JAKARTA, KOMPAS — Indonesia berupaya mencetak rekor dunia Guinness World Records melalui pergelaran tari poco-poco yang melibatkan 65.000 orang, Minggu (5/8/2018). Selain bertujuan untuk mengukuhkan budaya bangsa, acara ini juga menjadi ajang bersosialisasi bagi para peserta dengan latar belakang berbeda.
”Ada 65.000 peserta pada acara hari ini. Ada pula 1.300 instruktur dan 1.300 stewards yang terlibat. Acara ini juga merupakan bentuk sambutan terhadap Asian Games dan Asian Para Games. Saya harap tarian poco-poco bisa dipelajari oleh masyarakat luas,” kata Menteri Pemuda dan Olahraga Imam Nahrawi dalam pidato sambutan.
Ada 65.000 peserta pada acara hari ini.
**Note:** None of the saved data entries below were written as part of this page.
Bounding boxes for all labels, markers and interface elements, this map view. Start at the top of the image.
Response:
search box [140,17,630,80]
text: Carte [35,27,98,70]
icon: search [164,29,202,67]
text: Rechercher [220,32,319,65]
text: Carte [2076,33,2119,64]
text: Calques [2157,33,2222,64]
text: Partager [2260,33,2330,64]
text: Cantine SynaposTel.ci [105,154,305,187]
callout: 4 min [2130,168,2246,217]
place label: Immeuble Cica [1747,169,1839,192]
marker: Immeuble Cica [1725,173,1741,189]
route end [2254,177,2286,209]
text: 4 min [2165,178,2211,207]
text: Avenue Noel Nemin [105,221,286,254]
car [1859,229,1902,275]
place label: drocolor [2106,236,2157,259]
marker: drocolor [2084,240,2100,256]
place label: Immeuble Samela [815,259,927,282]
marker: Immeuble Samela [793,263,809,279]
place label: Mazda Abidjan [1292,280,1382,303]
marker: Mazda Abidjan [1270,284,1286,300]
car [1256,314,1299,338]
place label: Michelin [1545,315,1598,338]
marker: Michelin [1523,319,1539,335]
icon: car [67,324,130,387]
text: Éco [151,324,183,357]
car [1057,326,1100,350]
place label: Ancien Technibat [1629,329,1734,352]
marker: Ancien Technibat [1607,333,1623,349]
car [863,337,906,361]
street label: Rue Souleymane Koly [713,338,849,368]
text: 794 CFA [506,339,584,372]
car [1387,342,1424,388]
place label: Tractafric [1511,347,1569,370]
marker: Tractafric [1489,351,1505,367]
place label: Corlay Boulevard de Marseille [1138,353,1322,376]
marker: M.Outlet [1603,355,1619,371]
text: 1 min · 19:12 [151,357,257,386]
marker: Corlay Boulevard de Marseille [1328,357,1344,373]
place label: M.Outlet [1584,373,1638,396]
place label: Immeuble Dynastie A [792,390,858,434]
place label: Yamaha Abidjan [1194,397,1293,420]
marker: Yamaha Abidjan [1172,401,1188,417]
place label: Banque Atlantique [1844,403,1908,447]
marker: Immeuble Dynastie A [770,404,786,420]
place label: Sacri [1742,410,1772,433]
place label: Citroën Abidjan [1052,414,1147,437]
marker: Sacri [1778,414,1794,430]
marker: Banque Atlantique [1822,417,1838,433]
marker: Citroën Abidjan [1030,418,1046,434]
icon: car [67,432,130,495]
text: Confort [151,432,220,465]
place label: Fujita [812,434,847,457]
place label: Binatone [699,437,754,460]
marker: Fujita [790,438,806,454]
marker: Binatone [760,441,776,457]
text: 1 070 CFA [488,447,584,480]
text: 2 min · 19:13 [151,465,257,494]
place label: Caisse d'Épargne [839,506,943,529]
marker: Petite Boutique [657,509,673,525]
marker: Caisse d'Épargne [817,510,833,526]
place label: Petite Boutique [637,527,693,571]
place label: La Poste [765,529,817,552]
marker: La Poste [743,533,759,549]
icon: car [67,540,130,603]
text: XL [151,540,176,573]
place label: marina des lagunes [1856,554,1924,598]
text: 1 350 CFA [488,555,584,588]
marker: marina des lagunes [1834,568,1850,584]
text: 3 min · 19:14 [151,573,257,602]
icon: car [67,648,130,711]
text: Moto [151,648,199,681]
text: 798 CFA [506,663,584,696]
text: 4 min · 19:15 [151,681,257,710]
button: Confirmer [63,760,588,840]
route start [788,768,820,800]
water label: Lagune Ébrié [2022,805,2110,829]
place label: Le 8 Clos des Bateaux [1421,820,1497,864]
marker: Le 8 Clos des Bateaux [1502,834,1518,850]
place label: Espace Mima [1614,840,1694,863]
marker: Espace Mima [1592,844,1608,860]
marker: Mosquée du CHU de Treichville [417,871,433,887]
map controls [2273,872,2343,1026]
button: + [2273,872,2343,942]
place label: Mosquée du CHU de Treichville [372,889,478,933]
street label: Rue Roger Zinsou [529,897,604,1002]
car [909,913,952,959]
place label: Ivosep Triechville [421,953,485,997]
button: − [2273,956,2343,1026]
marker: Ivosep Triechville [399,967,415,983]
Ada pula 1.300 instruktur dan 1.300 stewards yang terlibat. Acara ini juga merupakan bentuk sambutan terhadap Asian Games dan Asian Para Games.
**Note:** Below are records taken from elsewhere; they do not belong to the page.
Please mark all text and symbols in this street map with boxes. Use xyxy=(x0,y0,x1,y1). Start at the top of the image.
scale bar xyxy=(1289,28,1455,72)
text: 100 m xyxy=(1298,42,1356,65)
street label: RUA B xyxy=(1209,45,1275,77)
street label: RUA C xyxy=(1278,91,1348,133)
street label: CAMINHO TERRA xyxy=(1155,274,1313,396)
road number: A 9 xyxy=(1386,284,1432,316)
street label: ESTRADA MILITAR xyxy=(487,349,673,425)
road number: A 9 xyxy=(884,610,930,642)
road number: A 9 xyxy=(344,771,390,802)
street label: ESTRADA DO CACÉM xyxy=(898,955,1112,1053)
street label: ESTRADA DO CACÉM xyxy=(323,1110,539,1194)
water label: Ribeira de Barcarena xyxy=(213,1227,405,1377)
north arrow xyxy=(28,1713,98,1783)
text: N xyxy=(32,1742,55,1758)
Acara bertajuk ”The Largest Poco-poco Dance” ini diadakan dari Monumen Nasional hingga Semanggi, termasuk di Jalan Sudirman dan Thamrin. Acara ini diselenggarakan oleh Federasi Olahraga Kreasi Budaya Indonesia (FOKBI) dan Kementerian Pemuda dan Olahraga.
Sejumlah pihak ikut dilibatkan sebagai peserta, seperti TNI, Polri, pelajar, dan masyarakat. Para peserta lalu dikelompokkan dalam tim yang masing-masing berjumlah 50 orang.
Presiden Joko Widodo dan Wakil Presiden Jusuf Kalla turut hadir dalam acara yang diinisiasi oleh Ibu Negara Iriana tersebut. Mereka ikut menarikan tari poco-poco dalam agenda geladi resik yang dilakukan sebanyak dua kali. Geladi resik wajib dilakukan sebelum agenda pemecahan rekor dimulai dan dinilai oleh Guinness World Records (GWR).
”Kita patut bangga dan bersyukur sebab hari ini kita menjadi saksi dari hasil kerja keras yang panjang. Butuh proses berbulan-bulan untuk menyiapkan acara hari ini. Semoga milestones Indonesia hari ini bisa jadi warna baru di kancah dunia,” kata Gubernur DKI Jakarta Anies Baswedan.
Sejak pukul 04.00, para peserta yang berasal dari kawasan Jabodetabek sudah memadati kawasan Monas. Mereka mengenakan seragam putih yang dipadukan dengan kain etnik di kepala dan pinggang.
Beberapa peserta bahkan mengenakan kostum khusus dengan corak tradisional. Walaupun harus bersiap sejak dini hari, para peserta mengaku bersemangat untuk menjadi bagian dalam agenda pencetakan rekor dunia yang baru.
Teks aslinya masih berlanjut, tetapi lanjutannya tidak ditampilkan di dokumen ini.